Feature #22118
openIntroduce Basic Bit Operations into String
Description
This PR implements a subset of the specification proposed in the parent feature ticket #22082
PR URL: https://github.com/ruby/ruby/pull/17353
Methods implemented with the same specification as the parent ticket¶
String#bit_at(offset, lsb_first: true) -> true | false | nilString#bitwise_not -> StringString#bitwise_not! -> selfString#bitwise_and(other) -> StringString#bitwise_and!(other) -> selfString#bitwise_or(other) -> StringString#bitwise_or!(other) -> selfString#bitwise_xor(other) -> StringString#bitwise_xor!(other) -> self
Methods with range-oriented forms omitted for now¶
The parent ticket also included range-oriented forms for some methods. In this PR, those range arguments are intentionally omitted, and the methods are limited to simpler forms. Range support can be considered as a future extension.

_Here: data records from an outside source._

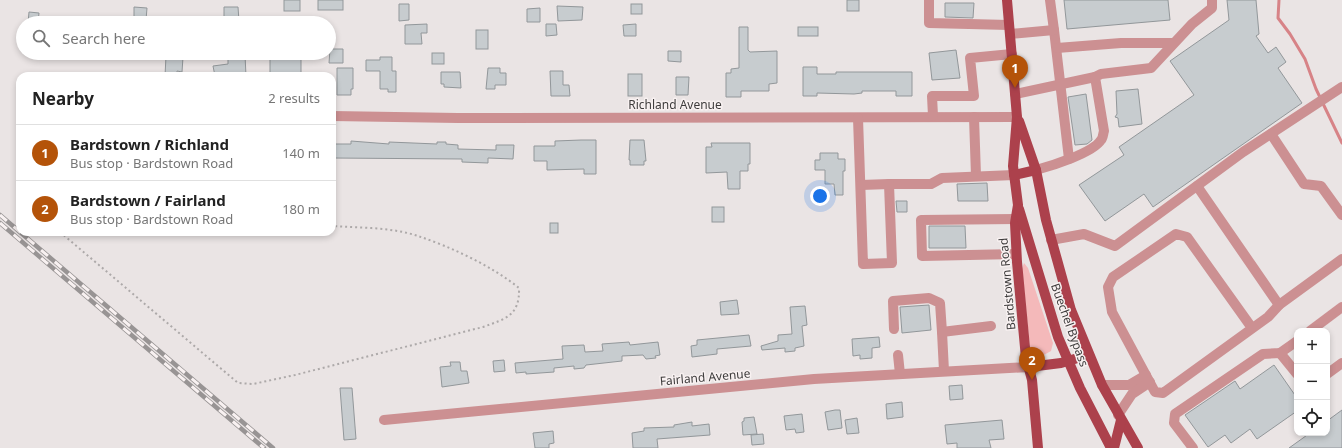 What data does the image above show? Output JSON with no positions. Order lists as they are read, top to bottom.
{
  "streets": {
    "main road": ["Bardstown Road", "Buechel Bypass"],
    "street": ["Richland Avenue", "Fairland Avenue"]
  },
  "crossings": [
    ["Richland Avenue", "Bardstown Road"],
    ["Bardstown Road", "Buechel Bypass"],
    ["Bardstown Road", "Fairland Avenue"]
  ],
  "page": {
    "search": "Search here",
    "pins": ["1", "2"],
    "heading": ["Nearby", "2 results"],
    "list": [
      {
        "mark": "1",
        "name": "Bardstown / Richland",
        "note": "Bus stop · Bardstown Road",
        "value": "140 m"
      },
      {
        "mark": "2",
        "name": "Bardstown / Fairland",
        "note": "Bus stop · Bardstown Road",
        "value": "180 m"
      }
    ],
    "map_buttons": ["+", "−"]
  }
}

String#bit_count -> IntegerString#bit_set(offset, lsb_first: true) -> selfString#bit_clear(offset, lsb_first: true) -> selfString#bit_flip(offset, lsb_first: true) -> self
In particular, String#bit_count currently takes no arguments. It does not accept a range, offset/length pair, or lsb_first: keyword.
Remaining design questions even after narrowing the scope¶
The overall direction of adding these methods has already been approved by Matz. The remaining questions are mostly about naming and API details.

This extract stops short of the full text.